*** Opening Input for this task ***
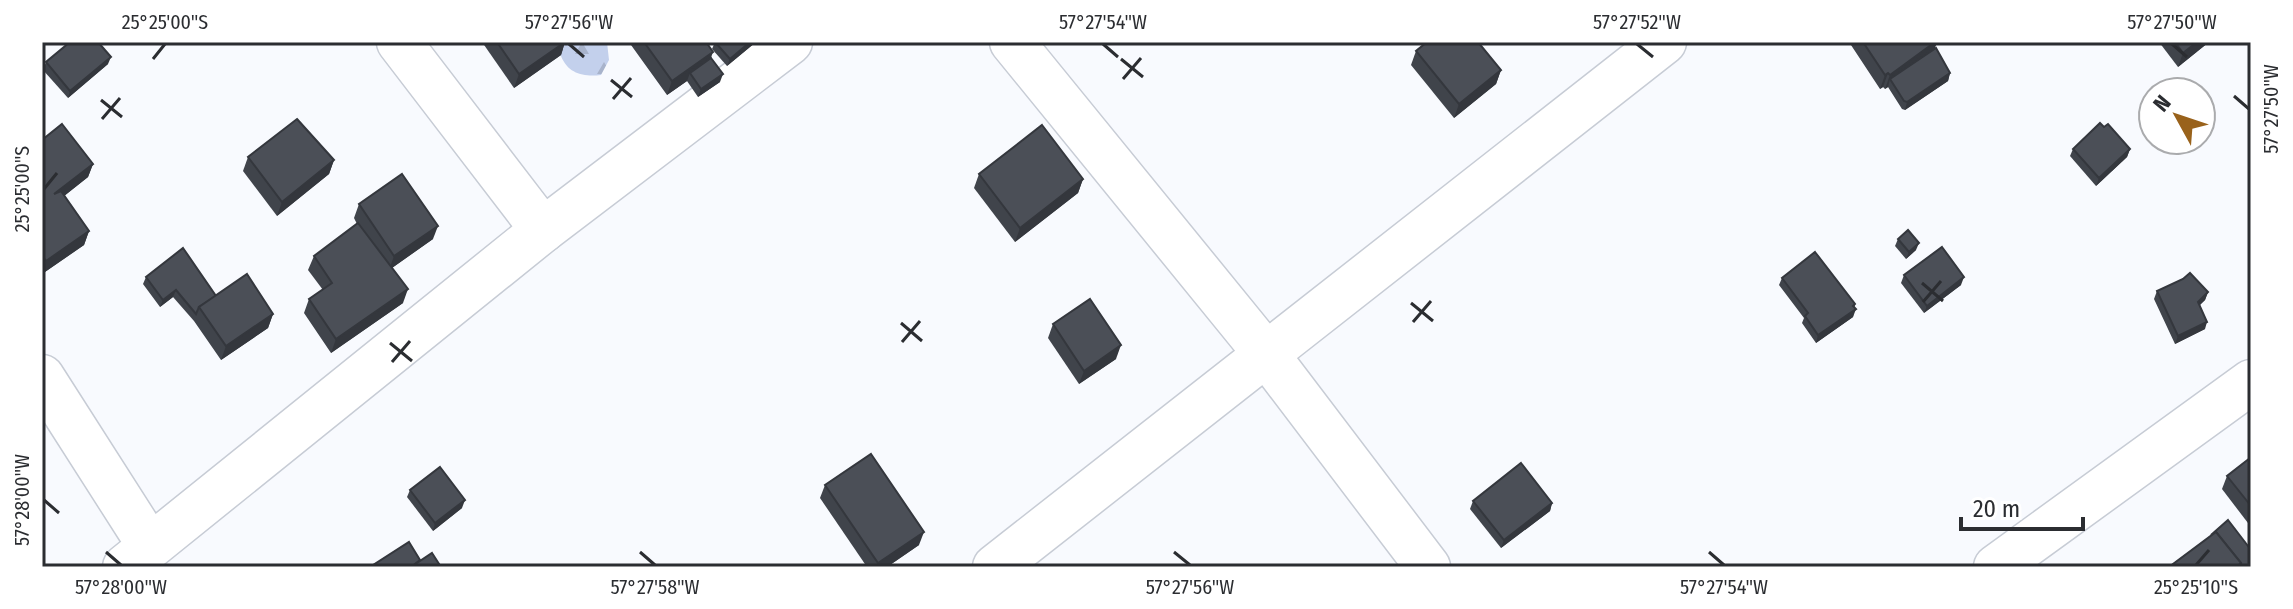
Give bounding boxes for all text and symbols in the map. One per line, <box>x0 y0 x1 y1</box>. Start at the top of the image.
text: 25°25'00"S <box>122 10 208 34</box>
text: 57°27'56"W <box>525 10 613 34</box>
text: 57°27'54"W <box>1059 10 1147 34</box>
text: 57°27'52"W <box>1593 10 1681 34</box>
text: 57°27'50"W <box>2127 10 2217 34</box>
text: 57°27'50"W <box>2259 64 2283 154</box>
north arrow <box>2137 76 2217 156</box>
text: N <box>2147 90 2177 117</box>
text: 25°25'00"S <box>10 146 34 232</box>
text: 57°28'00"W <box>10 454 34 546</box>
scale bar <box>1961 481 2083 531</box>
text: 20 m <box>1973 495 2020 523</box>
text: 57°28'00"W <box>75 575 167 599</box>
text: 57°27'58"W <box>611 575 699 599</box>
text: 57°27'56"W <box>1146 575 1234 599</box>
text: 57°27'54"W <box>1680 575 1768 599</box>
text: 25°25'10"S <box>2154 575 2238 599</box>

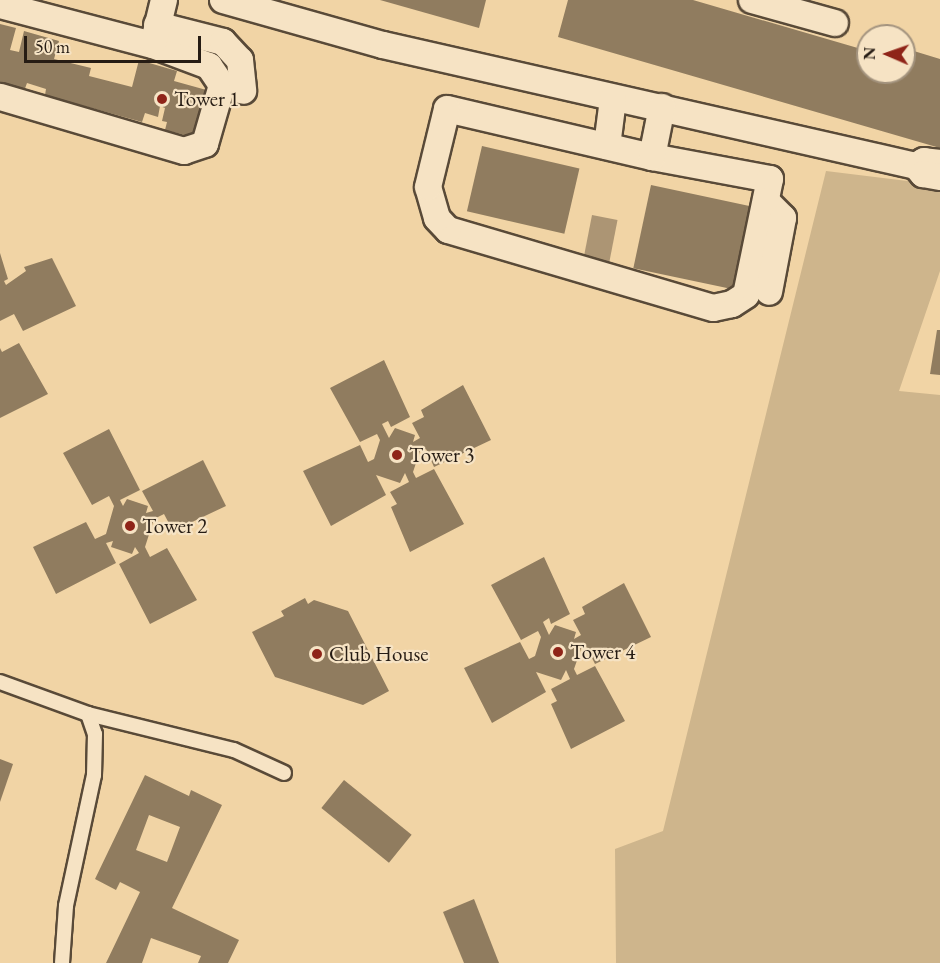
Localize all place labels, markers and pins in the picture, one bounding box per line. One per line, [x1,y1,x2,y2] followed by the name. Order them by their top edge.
[174,86,239,112] place label: Tower 1
[155,92,169,106] marker: Tower 1
[409,442,474,468] place label: Tower 3
[390,448,404,462] marker: Tower 3
[142,513,207,539] place label: Tower 2
[123,519,137,533] marker: Tower 2
[570,639,635,665] place label: Tower 4
[329,641,428,667] place label: Club House
[551,645,565,659] marker: Tower 4
[310,647,324,661] marker: Club House

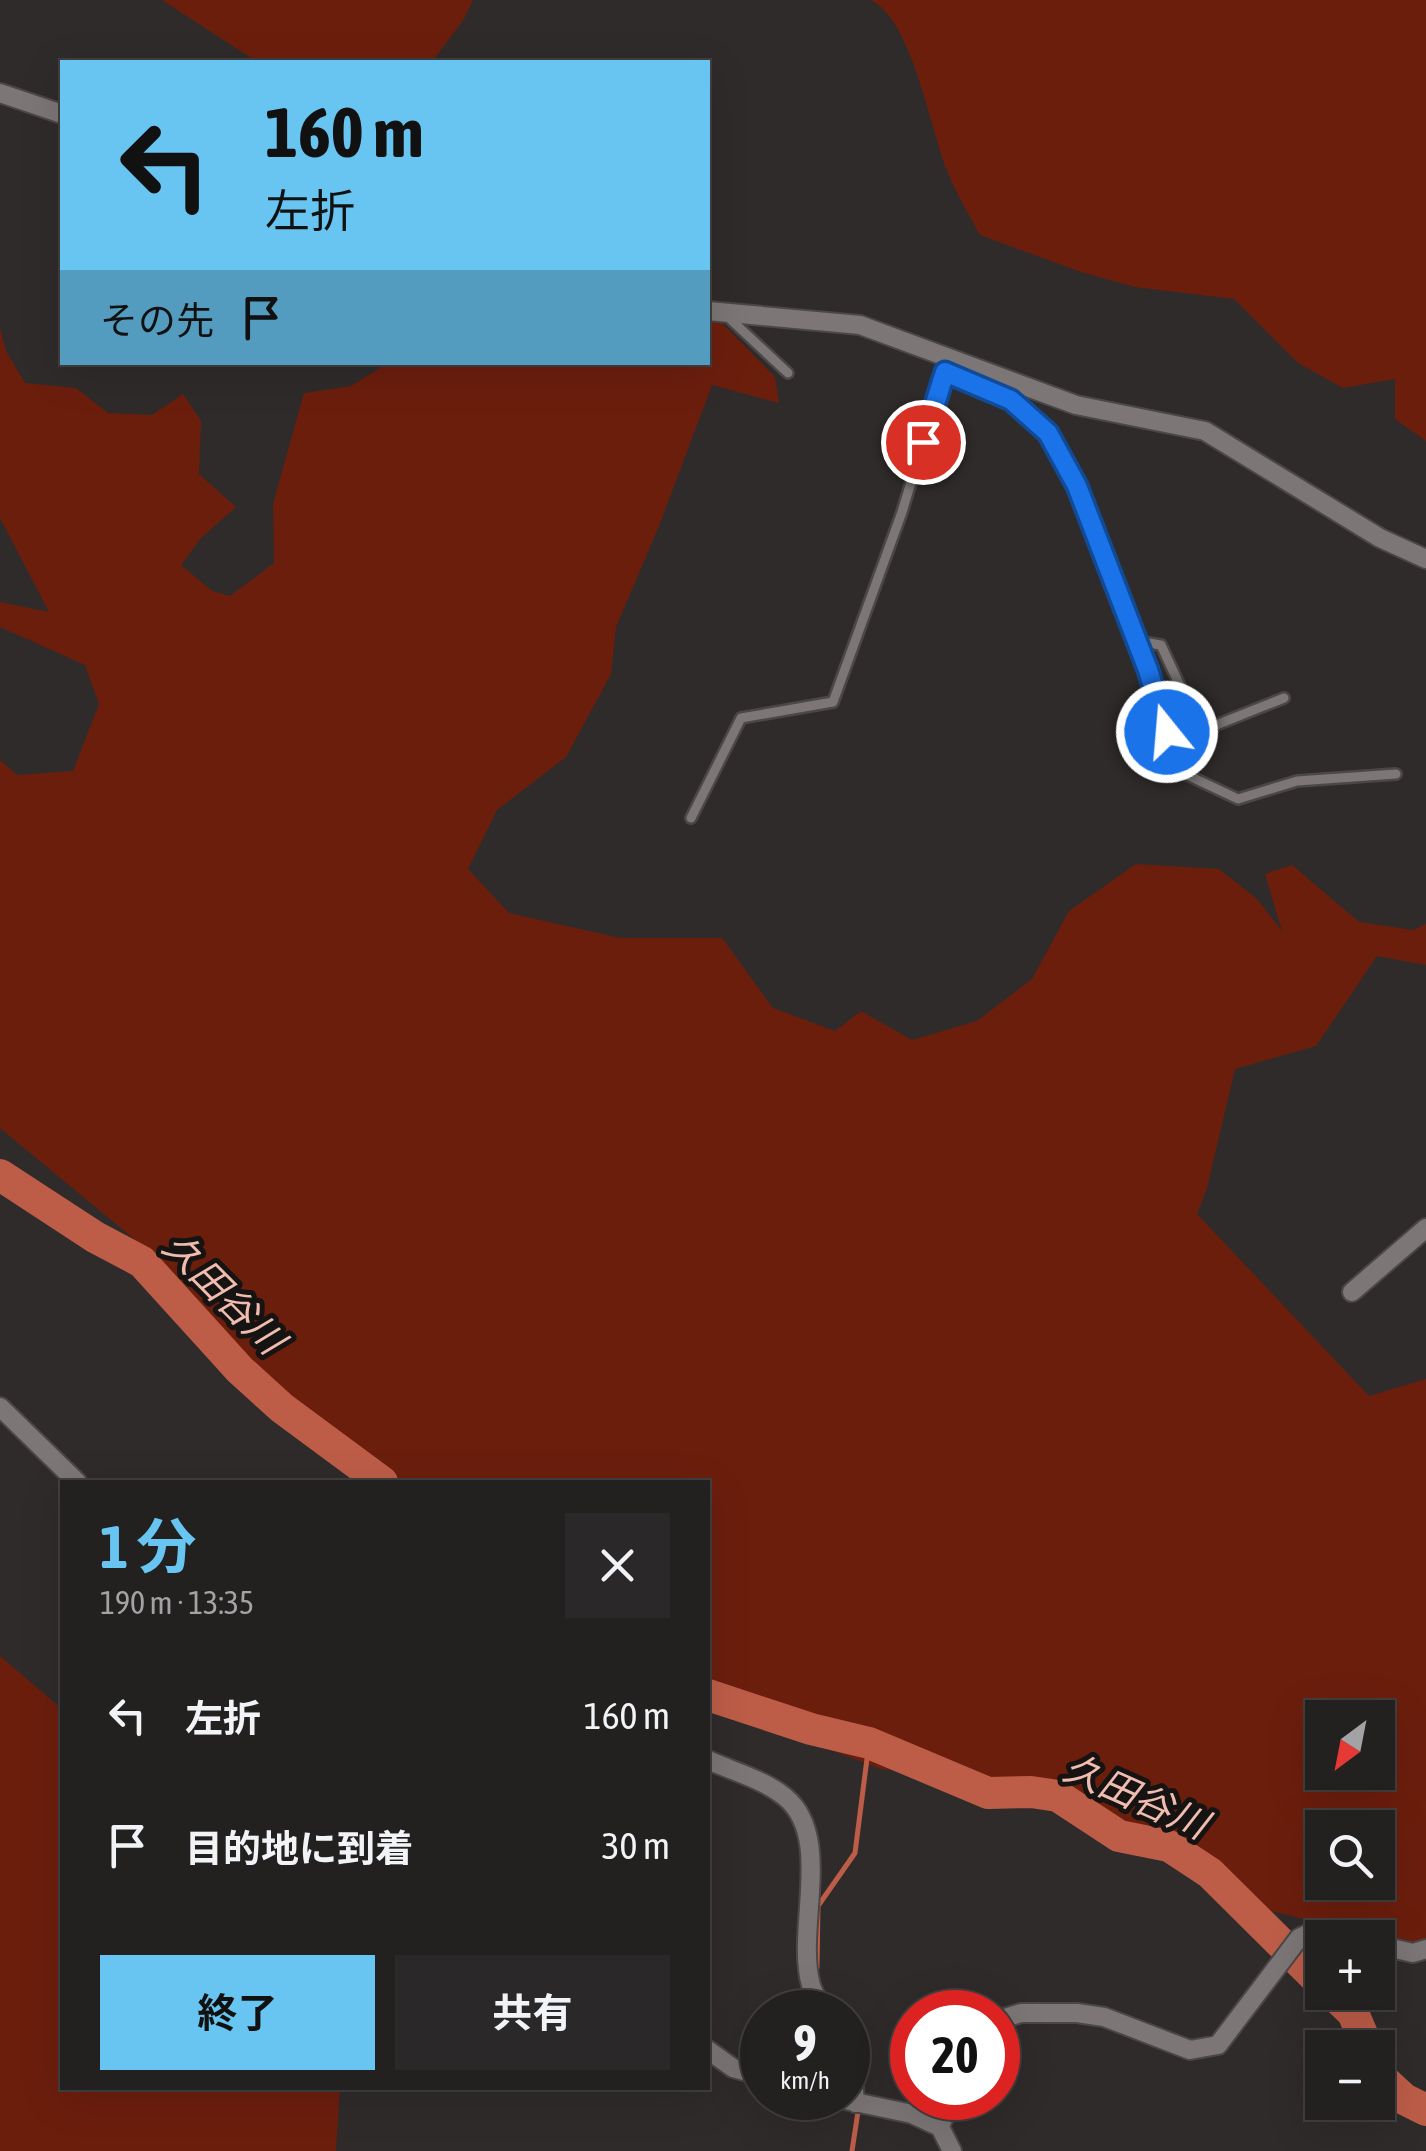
*** Closing Input for this task ***
**Aim of the task**: Leave out the pictures, and extract exactly the lines from the one with "Localize all place" through the end of the records, both ends included.

**Solution to this problem**:
Localize all place labels, markers and pins in the picture, one bounding box per line. One per line, [x1,y1,x2,y2] followed by the name. Order them by their top edge.
[174,86,239,112] place label: Tower 1
[155,92,169,106] marker: Tower 1
[409,442,474,468] place label: Tower 3
[390,448,404,462] marker: Tower 3
[142,513,207,539] place label: Tower 2
[123,519,137,533] marker: Tower 2
[570,639,635,665] place label: Tower 4
[329,641,428,667] place label: Club House
[551,645,565,659] marker: Tower 4
[310,647,324,661] marker: Club House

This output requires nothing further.